Pursuing his Passion for Basketball
When Olinger graduated from South Salem High School, he knew he wanted to continue playing basketball — the question was, where?
He first tried the Division I route at Portland State University, where he red-shirted for a year before the coach that recruited him resigned. Olinger then transferred to Clackamas Community College, where he endured an injury-plagued season.
At this point, Olinger found himself looking at Willamette University.
“Throughout my time at other schools, Coach James (Willamette’s men’s basketball coach at the time) and I stayed in touch, and he said that if I wanted to come to Willamette he would still welcome me with open arms,” Olinger says.
“I realized that this was a great opportunity to play basketball and get a really good education out of it, and it ended up as a phenomenal experience.”
With the help of his professors, teammates and coaches, Olinger says he learned how to balance a challenging course load with a rigorous basketball season.
“It was a learning process for me, because I came from a large public university and then secondly a junior college,” says Olinger, an economics major. “At Willamette, I got to take classes with only 15-20 people in them. … Not only did I get to play basketball, I formed personal relationships and really got to know my classmates and professors on a deeper level.”
Attending Willamette also allowed Olinger to pursue his MBA at Atkinson Graduate School of Management, while completing his last year of basketball eligibility.
“I thought I was busy while I was an undergraduate, but playing and doing Atkinson at the same time was on a whole different level,” Olinger recalls. “The experience pushed me to maintain quality work and perform on the court at the same time.”
During his three years as a Bearcat, Olinger led his team to two Northwest Conference second-place finishes, and he received first team all-conference honors his senior year.
An assistant coach at the time, Kip Ioane remembers Olinger for his talent and exceptional dedication to the team, but even more so for his unmatched commitment to character.
“Johnny O. didn’t just talk the talk about being a quality person and making quality choices off the floor, he walked the walk,” Ioane says. “He is the perfect example of the type of man I want my guys to strive to become.”
A Life of Service
In keeping with Willamette’s motto — “Not unto ourselves alone are we born” — wherever Olinger goes, he aims to serve others.
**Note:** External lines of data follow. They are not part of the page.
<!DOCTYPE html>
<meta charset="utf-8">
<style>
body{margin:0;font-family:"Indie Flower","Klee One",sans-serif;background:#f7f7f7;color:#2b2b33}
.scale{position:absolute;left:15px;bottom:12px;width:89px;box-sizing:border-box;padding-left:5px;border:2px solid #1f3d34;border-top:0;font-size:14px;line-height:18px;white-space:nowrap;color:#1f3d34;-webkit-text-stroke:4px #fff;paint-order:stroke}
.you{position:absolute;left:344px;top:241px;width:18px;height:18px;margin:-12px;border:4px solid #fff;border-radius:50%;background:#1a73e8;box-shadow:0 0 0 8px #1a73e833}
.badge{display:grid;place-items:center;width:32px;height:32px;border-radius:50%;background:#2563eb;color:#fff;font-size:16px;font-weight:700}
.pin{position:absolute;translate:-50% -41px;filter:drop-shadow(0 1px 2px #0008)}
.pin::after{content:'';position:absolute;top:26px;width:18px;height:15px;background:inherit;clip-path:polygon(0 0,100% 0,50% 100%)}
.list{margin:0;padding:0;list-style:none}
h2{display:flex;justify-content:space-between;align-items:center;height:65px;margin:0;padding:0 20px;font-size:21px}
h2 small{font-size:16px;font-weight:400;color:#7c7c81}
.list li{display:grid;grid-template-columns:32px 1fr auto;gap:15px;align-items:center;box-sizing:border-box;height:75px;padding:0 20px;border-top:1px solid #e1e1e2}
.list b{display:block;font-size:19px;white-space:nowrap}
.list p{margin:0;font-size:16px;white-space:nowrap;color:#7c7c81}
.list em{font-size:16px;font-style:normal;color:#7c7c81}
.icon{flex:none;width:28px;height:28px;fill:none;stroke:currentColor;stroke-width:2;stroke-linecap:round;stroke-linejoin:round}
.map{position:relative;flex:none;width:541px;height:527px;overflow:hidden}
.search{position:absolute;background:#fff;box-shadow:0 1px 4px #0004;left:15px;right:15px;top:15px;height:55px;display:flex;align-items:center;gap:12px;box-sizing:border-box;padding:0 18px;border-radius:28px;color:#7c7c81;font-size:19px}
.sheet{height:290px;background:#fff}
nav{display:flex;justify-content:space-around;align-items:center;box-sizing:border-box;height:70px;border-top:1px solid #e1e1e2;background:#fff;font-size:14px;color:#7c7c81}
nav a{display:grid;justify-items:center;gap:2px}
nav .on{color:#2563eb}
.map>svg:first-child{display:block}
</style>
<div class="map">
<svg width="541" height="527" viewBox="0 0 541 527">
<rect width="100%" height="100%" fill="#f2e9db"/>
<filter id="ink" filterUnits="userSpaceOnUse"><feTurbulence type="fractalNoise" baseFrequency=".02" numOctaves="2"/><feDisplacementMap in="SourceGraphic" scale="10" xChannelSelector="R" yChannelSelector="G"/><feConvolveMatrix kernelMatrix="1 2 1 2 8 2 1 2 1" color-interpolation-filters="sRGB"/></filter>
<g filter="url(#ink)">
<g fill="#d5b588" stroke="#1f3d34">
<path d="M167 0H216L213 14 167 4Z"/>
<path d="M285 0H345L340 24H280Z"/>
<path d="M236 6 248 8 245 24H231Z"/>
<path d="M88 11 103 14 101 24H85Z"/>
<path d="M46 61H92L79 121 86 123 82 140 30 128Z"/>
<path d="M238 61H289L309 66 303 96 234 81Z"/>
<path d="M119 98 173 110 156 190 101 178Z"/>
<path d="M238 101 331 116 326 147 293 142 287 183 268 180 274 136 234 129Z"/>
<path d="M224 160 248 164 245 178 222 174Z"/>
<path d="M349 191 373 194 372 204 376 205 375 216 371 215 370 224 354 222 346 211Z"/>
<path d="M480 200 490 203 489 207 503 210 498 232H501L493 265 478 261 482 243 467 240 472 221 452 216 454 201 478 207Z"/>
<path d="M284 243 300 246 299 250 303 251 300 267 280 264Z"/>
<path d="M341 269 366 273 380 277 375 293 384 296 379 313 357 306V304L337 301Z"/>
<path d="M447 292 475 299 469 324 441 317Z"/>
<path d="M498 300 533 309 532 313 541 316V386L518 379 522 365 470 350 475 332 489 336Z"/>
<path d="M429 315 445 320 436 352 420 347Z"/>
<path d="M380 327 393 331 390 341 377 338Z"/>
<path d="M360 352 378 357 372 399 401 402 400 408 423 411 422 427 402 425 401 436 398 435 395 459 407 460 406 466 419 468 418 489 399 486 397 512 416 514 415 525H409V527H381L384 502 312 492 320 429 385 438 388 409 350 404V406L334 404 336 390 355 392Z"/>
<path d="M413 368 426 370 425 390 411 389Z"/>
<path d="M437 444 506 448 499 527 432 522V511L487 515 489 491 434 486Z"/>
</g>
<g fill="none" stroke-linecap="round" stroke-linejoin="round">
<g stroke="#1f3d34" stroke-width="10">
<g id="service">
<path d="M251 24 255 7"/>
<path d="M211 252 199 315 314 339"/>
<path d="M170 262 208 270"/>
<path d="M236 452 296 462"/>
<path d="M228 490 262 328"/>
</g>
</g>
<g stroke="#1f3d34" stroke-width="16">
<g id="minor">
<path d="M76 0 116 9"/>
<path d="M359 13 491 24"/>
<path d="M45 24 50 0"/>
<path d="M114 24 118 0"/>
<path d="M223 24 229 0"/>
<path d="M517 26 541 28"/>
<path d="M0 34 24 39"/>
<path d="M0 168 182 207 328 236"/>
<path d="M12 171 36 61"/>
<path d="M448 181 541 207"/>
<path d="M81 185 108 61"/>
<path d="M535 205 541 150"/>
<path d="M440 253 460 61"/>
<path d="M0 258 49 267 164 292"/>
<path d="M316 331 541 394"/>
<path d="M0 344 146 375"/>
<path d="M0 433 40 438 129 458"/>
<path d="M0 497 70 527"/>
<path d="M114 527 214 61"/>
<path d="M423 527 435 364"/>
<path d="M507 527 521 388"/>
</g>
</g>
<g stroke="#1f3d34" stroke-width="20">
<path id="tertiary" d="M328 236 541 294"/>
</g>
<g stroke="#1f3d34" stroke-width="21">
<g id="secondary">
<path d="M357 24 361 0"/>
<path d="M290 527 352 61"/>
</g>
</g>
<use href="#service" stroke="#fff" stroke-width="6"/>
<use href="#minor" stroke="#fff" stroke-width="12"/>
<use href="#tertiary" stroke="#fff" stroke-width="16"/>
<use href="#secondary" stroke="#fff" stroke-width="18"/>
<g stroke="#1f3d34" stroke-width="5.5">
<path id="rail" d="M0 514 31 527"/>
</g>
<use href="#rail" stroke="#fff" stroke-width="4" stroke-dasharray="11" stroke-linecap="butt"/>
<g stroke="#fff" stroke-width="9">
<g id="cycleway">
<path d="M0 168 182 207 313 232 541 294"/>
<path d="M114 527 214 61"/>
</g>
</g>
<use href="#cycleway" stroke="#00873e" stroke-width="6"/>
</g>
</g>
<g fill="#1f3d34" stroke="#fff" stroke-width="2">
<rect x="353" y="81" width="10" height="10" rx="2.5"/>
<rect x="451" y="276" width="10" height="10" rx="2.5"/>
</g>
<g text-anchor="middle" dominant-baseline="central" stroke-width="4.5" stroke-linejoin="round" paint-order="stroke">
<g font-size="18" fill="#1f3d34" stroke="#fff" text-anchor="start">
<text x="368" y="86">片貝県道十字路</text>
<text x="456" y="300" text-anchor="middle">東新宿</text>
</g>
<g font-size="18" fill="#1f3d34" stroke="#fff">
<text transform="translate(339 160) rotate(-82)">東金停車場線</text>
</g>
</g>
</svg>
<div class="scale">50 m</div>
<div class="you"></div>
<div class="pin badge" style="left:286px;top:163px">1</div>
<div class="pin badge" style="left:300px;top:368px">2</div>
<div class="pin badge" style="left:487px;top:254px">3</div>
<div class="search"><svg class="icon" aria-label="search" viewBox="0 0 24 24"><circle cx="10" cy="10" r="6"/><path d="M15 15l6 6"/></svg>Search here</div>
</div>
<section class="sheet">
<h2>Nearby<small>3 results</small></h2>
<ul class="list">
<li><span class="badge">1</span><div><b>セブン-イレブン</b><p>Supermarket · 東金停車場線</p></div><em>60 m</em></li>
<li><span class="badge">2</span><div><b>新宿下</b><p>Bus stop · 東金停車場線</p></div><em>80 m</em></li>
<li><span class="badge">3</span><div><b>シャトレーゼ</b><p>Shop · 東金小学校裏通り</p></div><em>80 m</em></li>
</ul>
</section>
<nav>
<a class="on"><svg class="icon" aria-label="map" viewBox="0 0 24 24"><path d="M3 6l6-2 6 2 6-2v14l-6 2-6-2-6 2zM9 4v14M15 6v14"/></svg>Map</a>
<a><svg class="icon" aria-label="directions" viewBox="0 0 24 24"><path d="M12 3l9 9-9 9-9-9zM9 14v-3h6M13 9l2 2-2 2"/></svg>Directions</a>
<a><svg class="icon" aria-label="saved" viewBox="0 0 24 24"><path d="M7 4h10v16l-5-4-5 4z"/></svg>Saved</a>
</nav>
Since graduating from Atkinson in 2007, Olinger has volunteered at Union Gospel Mission as its learning center coordinator, traveled the world with Athletes in Action, served as the assistant director of the nonprofit Crusader Foundation while playing professionally in England and launched the Mid-Valley 211 helpline for the United Way of the Mid-Willamette Valley.
At this year’s team retreat, Ioane — now the head men’s basketball coach — asked Olinger to speak as a role model to his players.
“Everything that made him the player he was makes him the professional he is now,” Ioane says. “He’s a leader, a great communicator with different types of people and a guy who won’t stop working until the job is not only done, but done to its absolute potential of greatness.”
Today, Olinger monitors and analyzes shoe and product comments for Nike Basketball via Twitter. Additionally, as the basketball lead in Global Consumer Services, he ensures that all the groups are aligned by gathering information from Nike’s Basketball category and sharing that information across his department.
At Nike, Olinger strives to use his passion for basketball to touch the lives of others.
“Without being a student-athlete at Willamette, I wouldn’t have had the opportunity for this role that I’m in, and I wouldn’t have had the opportunity to be at this company,” he says.
“I want somebody else to have sports impact their life the way they impacted mine, because if I hadn’t had that, I wouldn’t be where I am today.”